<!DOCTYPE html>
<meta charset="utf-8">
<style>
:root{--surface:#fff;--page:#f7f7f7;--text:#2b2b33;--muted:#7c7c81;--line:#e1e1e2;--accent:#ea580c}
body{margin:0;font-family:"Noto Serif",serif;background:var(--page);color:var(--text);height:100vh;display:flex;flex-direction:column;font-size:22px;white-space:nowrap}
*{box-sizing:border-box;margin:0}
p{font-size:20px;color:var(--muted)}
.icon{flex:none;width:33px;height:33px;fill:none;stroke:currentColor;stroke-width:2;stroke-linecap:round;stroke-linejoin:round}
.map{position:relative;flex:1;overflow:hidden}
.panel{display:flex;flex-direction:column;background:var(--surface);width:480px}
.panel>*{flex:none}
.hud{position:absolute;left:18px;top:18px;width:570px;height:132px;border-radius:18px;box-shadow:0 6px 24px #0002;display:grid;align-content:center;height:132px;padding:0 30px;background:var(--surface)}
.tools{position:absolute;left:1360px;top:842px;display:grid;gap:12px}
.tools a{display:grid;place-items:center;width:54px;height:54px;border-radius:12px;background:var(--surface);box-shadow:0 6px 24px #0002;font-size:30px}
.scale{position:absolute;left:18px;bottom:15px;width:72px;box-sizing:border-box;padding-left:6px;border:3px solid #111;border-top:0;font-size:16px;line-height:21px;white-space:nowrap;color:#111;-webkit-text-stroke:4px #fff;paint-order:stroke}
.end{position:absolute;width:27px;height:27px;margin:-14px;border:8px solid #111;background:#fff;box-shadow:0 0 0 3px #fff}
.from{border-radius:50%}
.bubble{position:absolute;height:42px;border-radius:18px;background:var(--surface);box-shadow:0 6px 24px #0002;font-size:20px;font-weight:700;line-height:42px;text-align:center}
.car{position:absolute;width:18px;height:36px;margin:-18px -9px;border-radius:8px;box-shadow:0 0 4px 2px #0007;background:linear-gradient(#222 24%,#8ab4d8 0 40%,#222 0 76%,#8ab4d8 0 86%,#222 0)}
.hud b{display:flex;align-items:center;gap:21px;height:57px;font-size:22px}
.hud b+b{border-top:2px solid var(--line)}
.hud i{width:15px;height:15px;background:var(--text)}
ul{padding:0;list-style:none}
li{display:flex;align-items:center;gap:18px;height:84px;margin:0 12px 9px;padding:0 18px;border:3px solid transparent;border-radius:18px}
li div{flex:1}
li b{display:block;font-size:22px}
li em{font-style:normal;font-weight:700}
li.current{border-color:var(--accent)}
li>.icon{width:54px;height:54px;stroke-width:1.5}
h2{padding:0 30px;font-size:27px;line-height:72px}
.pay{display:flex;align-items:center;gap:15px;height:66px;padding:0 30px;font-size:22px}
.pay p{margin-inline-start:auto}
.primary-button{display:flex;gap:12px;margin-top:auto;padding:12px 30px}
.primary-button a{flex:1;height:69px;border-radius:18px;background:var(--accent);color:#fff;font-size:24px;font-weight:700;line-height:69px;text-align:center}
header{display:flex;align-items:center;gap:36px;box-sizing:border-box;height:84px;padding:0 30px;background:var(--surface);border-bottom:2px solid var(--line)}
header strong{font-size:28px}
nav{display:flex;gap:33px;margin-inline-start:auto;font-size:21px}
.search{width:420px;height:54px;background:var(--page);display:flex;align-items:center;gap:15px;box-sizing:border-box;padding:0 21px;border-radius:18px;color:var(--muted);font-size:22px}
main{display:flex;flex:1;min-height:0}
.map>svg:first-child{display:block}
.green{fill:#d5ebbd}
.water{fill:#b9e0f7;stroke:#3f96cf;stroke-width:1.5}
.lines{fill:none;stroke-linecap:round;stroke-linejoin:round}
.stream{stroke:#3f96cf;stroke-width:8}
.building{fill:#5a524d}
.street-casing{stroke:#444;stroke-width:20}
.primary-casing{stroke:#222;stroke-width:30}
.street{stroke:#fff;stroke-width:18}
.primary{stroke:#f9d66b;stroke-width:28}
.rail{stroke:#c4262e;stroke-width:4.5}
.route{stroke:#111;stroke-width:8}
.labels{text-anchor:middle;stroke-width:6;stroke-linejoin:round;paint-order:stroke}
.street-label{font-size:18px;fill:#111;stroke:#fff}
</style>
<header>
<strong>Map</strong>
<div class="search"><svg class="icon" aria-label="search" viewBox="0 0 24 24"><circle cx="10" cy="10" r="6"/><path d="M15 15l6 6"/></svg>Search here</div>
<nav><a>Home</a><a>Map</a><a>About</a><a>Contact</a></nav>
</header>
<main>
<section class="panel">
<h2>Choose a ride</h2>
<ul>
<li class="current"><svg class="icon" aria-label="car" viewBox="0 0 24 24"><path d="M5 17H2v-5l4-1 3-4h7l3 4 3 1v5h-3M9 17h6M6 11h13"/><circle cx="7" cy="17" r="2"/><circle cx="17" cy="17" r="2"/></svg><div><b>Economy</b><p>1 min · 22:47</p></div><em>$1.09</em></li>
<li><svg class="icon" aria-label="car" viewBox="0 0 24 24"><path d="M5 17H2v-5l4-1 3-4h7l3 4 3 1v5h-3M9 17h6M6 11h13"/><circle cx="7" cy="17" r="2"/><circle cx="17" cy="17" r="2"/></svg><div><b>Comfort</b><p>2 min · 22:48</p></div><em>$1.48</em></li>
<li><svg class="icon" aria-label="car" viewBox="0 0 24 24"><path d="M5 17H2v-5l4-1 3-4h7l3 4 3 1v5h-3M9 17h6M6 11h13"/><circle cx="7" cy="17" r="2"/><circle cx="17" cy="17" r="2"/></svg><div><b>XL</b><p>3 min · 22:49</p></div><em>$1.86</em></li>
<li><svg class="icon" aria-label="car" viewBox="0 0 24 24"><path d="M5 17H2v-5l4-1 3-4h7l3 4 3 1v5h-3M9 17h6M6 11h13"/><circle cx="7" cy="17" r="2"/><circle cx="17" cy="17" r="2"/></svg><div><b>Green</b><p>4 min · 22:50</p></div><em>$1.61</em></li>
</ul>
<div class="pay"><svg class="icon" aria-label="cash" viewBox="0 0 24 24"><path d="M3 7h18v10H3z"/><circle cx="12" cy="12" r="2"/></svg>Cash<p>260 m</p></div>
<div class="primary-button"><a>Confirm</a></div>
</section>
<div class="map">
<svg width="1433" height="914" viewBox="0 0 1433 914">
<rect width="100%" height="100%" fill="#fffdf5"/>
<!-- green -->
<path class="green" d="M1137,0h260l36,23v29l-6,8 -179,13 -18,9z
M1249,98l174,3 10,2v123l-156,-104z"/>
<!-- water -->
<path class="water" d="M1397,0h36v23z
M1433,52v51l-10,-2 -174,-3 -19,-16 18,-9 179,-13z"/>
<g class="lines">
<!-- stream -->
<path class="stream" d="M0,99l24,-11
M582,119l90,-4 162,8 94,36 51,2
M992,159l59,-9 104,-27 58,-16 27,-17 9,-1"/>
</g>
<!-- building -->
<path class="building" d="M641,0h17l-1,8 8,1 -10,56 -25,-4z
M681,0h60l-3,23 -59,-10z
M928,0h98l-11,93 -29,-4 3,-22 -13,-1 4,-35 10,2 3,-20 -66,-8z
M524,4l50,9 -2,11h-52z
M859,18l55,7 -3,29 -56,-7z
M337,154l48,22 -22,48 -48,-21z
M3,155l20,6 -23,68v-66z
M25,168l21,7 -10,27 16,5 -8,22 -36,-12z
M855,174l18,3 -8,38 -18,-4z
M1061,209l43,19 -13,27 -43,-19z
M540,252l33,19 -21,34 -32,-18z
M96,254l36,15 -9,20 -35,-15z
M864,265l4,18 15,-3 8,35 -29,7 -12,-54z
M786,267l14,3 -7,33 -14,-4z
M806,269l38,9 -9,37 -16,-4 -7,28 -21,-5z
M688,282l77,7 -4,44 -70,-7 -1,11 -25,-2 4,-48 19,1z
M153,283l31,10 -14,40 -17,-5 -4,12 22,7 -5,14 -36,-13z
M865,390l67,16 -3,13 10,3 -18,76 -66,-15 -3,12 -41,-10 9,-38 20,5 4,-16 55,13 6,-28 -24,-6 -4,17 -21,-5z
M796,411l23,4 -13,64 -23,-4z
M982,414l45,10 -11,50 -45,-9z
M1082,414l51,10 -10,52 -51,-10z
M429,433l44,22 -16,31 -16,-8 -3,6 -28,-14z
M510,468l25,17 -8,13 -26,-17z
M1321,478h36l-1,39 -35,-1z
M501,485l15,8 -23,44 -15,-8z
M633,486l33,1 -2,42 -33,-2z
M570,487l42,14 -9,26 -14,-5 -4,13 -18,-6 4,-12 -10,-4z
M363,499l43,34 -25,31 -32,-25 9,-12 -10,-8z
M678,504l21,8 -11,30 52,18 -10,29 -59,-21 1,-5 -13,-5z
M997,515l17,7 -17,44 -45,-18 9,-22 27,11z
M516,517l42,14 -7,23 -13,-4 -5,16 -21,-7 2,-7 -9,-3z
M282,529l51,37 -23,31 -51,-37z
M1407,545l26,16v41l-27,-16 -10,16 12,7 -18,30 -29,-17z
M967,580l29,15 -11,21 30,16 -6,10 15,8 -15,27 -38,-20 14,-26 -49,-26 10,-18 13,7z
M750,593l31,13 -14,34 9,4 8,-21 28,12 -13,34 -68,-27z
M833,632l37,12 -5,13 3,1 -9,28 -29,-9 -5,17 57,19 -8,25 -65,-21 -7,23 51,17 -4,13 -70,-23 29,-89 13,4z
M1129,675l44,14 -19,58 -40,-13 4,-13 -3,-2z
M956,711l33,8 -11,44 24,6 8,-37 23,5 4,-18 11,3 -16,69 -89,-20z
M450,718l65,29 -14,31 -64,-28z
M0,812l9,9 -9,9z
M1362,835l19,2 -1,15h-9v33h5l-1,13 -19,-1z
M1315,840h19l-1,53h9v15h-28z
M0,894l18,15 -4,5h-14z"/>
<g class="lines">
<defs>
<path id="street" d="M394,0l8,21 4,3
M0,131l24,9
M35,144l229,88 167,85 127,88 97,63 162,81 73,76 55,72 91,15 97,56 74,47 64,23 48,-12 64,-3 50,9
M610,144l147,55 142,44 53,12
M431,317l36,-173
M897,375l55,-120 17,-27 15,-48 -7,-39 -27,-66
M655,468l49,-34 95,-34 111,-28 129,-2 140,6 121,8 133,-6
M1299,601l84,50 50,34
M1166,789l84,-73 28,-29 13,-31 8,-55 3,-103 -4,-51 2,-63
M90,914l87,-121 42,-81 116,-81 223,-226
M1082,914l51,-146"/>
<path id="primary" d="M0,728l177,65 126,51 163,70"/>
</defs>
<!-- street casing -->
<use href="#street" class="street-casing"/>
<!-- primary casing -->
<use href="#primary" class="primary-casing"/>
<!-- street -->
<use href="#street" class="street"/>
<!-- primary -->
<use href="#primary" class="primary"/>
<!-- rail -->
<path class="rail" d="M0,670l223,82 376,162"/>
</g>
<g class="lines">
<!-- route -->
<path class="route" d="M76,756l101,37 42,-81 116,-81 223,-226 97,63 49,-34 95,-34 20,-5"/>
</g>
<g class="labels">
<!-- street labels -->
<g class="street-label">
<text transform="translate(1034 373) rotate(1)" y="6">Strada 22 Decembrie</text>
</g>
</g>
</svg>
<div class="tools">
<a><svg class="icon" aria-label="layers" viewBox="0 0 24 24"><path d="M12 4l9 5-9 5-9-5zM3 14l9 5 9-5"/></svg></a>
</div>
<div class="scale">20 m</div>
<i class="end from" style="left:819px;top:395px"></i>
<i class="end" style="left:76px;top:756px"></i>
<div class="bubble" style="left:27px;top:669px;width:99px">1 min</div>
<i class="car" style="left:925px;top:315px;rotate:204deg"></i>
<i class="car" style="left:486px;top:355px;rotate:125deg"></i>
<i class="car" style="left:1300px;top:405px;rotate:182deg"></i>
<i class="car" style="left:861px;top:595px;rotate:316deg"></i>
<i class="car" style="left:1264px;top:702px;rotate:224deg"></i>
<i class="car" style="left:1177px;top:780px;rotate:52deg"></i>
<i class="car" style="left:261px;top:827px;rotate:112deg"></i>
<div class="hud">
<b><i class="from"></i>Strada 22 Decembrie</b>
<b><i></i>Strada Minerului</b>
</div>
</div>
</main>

Directions =
For this exercise, find all lines in the records containing the word "panel" and copy them.

Output of the task =
.panel{display:flex;flex-direction:column;background:var(--surface);width:480px}
.panel>*{flex:none}
<section class="panel">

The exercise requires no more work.